The idea was that by getting himself nailed to the cross, Josh was volunteering himself as a sort of super-human sacrifice. Him being the one and only son of the one and only real god, he was worth way more than some girl of high repute and was therefore the only possible candidate for the job.
Under impolite scrutiny, the logic seems a bit strained to say the least. For one thing, you'd think killing God's son would only upset him. Second, he wasn't actually getting himself killed because he was only supposed to be going back up to Heaven anyway, which by all accounts is a much nicer place than here, even if it is invisible. (Come to think of it, if MY place was invisible that might be considered an improvement.) So where's the sacrifice there?
If the sacrifice is supposed to be ours, in that we don't have him around to consult any more, then that sort of negates the idea that he's all around us all the time, more so than if he was really here, so to speak, as his self-appointed representatives have long been telling us he is.
As if that wasn't enough, we're told he came back for a quick encore a couple of days later as if just to prove he could do it. All of this seems to suggest that the crucifixion business never actually achieved anything worthwhile apart from giving the poor chap a remarkably painful day or two.
Finally we're told that he was then taken up to heaven - floated up on a cloud or something - and that was the last anyone ever saw of him, apart from the occasional cameo on the road to Damascus or on a piece of toast.
Allow me to present two versions of these events, and you may draw your own conclusions as to which is more credible.
A couple of days later some of them wander by and find that the stone has been moved away; the door is open. Then they happen across Josh, who is up and walking about. He has miraculously come back to life. After a final quiet party they wander up a hill with him and watch him being taken up to heaven on a cloud.
A couple of days later, they sneak back and open the door up again while no-one is looking and take Josh away to a safe house. However the opened tomb does not go unnoticed, and it is decided that it would be a good idea for Josh to make himself scarce and keep a low profile. He does not want to get nailed to a cross again.
Next day a couple of Romans accost some of Josh's friends and interrogate them about the open tomb and the whereabouts of Josh. 'Oh,' they say. 'You won't be seeing him again. We saw him being taken up to heaven'. The Romans accept this, at least as a good reason for not letting this chap create more work and trouble for them.

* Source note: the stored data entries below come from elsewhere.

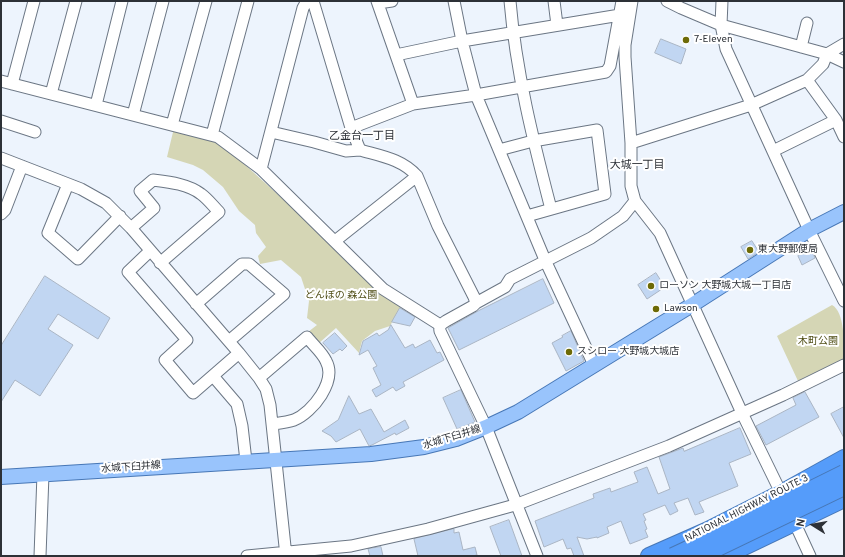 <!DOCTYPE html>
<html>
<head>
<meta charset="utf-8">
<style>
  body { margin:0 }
  #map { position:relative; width:845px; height:557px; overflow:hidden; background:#edf4fd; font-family:Overpass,sans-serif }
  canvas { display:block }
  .frame { position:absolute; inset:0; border:2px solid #2d3137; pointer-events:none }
  .north { position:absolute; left:793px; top:505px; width:40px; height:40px; -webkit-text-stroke:3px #fff; paint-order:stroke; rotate:281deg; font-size:11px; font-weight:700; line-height:16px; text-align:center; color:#2d3137 }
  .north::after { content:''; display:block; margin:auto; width:14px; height:18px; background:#2d3137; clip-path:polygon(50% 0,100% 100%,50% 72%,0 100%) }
</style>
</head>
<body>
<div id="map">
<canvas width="845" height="557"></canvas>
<div class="frame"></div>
<div class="north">N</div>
</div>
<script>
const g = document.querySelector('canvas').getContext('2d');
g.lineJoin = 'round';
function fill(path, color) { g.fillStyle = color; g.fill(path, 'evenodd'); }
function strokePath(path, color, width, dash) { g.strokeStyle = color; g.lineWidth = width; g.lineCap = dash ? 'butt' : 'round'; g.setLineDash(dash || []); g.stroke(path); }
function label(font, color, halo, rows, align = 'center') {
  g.font = font + ' Overpass,"Noto Sans JP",sans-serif'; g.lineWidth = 4; g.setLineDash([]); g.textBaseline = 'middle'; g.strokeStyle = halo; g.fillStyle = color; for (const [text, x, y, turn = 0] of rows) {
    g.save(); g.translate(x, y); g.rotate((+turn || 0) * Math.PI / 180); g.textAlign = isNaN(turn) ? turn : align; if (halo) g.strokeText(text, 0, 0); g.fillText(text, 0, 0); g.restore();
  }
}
const green = new Path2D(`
  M174,128L221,143L401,306L390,326L375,331L362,341L359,353L336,328L318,344L308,332L317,325L307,318L309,301L301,277L281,260L260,264L258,256L266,247L256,233L255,225L239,211L223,187L203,170L193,165L167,157Z
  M832,305C845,312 844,344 844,359L798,381L777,336Z`);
const building = new Path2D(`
  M661,39L686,49L681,64L655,53Z
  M752,241L759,252L748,259L741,247Z
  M811,249L815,258L802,265L798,256Z
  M656,273L665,287L647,299L638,285Z
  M45,276L110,318L98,339L58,314L48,329L73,345L40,396L15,380L1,402V346Z
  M543,279L554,303L459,350L448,328L478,311Z
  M400,308L415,317L410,326L392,322Z
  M391,325L405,348L413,344L415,348L430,340L437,353L440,352L444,360L403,382L405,386L396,391L393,387L376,397L372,390L381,385L373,368L377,366L368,350L359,355L363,341L377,333L379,336L388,330Z
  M571,331L584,361L566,371L552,343L563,337L562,336Z
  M335,333L347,346L342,351L340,349L333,354L323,343Z
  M461,390L475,422L457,429L443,398Z
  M805,392L819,417L766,445L756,426L796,405L793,398Z
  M349,396L359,414L371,409L384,432L405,420L409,428L396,435L395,433L372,445L369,446L360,429L336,442L331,436L322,431L338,420Z
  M844,407V438L831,414Z
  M740,428L751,454L729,463L738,486L699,502L704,512L695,515L688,498L674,503L678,511L670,515L665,505L643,514L646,520L644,521L647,529L645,530L648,537L630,544L621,521L607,527L609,533L597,538V537L587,539L577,537L584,556H574L571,548L567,549L563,539L544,547L535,521L594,498L593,494L610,488L611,492L638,482L634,472L647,467L658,494L670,489L659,457L683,448L684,451Z
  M509,520L522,556H501L490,527Z
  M454,529V533L459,532L463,550L475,547L477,555L472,556H418L414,539Z
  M381,547L383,556H370L368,549Z`);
const minor = new Path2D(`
  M313,1L351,128L360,150C381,156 402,159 417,176L438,226L474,297L476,303
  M377,1L413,104
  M454,1L462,41L476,95L545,260L594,365
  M510,1C516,72 533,140 551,209
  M554,1L557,25
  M632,1L625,45V57L631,143V186L635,201L660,233L742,413L784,499
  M667,1L681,8L721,25L827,54L844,62
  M722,1L721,25L726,49L809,230L844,301
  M378,3L392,1
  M801,47L807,23
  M396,55L462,41L620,15
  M807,80L836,120L844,137
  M1,81L218,137L261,169L383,289L440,325
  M12,84L34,1
  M51,94L76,1
  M96,105L122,1
  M133,115L163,1
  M1,121L35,132
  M172,125L206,1
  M351,128L413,104L476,95L606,72L610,66L622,1
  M271,132L314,142L346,151L360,150
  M212,135L248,1
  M631,143L751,105L807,80L823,64L827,54L844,44
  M499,150L533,141L597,130L605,194L527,216
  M773,151L836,120
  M1,158L81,189L106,203L131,228L239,353L259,378L266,389L270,405L286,556
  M261,169L303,8L307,1
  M68,184L48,233L78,259L120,216
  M1,214L5,210L22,166
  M131,228L154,208L140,191L153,180C169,182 188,184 201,194C208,199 213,206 219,212L160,263
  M335,241L417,176
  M150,251L128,272L187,340L165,360L193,393L239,353
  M196,304L242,264H249L284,294L229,341
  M213,376L237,404L242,426L246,461
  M259,378L307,337C313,345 322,352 326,361C337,381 313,412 294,420C288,422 280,423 273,424
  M792,517L810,556
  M40,556L43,474
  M247,556L351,546L428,529L515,505L669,446L783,395L844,365
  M537,556L486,427L440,331C439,326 441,324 446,321L473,306L476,303L505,287L510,279L591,238L623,216L635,201`);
const major = new Path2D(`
  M1,477L371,454L424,447L456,439L486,427L518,412L692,305L809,230L844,212`);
const highway = new Path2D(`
  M649,556L708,530L781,493L844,458
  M725,556L844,499`);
const highwayBridge = new Path2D(`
  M673,556L735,527L844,473
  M701,556L844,487`);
const markers = [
  [686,40,4,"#6d6a06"],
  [750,250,4,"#6d6a06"],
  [651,286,4,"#6d6a06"],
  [656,309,4,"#6d6a06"],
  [569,352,4,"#6d6a06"]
];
const poiNames = [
  ["7-Eleven",694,40],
  ["東大野郵便局",758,250],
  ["ローソン 大野城大城一丁目店",659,286],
  ["Lawson",664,309],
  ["スシロー 大野城大城店",577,352]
];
const parkNames = [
  ["どんぽの 森公園",341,296],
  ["木町公園",818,342]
];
const streetNames = [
  ["水城下臼井線",452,438,-17],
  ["水城下臼井線",131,468,-4],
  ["NATIONAL HIGHWAY ROUTE 3",747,509,-27]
];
const neighbourhoodNames = [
  ["乙金台一丁目",362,137],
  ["大城一丁目",637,166]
];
fill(green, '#d5d6b5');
fill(building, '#c1d6f2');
strokePath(building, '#aab5c4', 1);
strokePath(minor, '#6b7684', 13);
strokePath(major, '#4777b6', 16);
strokePath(highway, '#4777b6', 18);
strokePath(minor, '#fff', 11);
strokePath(major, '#99c4fc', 14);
strokePath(highway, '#559cfa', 16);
strokePath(highwayBridge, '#4777b6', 18, []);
strokePath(highwayBridge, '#559cfa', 16);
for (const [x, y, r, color] of markers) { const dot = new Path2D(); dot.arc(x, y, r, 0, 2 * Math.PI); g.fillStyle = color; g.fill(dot); strokePath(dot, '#fff', 1.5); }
label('10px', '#2d3137', '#fff', poiNames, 'left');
label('10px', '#4f4d15', '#fff', parkNames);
label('10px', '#2d3137', '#fff', streetNames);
label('11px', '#2d3137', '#fff', neighbourhoodNames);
</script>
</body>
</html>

'Do what I tell you, or you'll be sorry'.
Josh's version reads:
'Be nice to each other.'
In itself that seems beautifully simple, harmless and nothing if not helpful and constructive, and even rather obvious, but sadly a lot of people have found it necessary to combine it with the older philosophy, and interpret it this way:
'Be nice to each other or I'll set my Dad on you, then you'll be sorry.'
Which, naturally enough, often provokes the response:
'No you won't.'
To which the inevitable reply is:
'To Hell with you, then.'
... and downhill from there. Which shows what happens when you complicate things.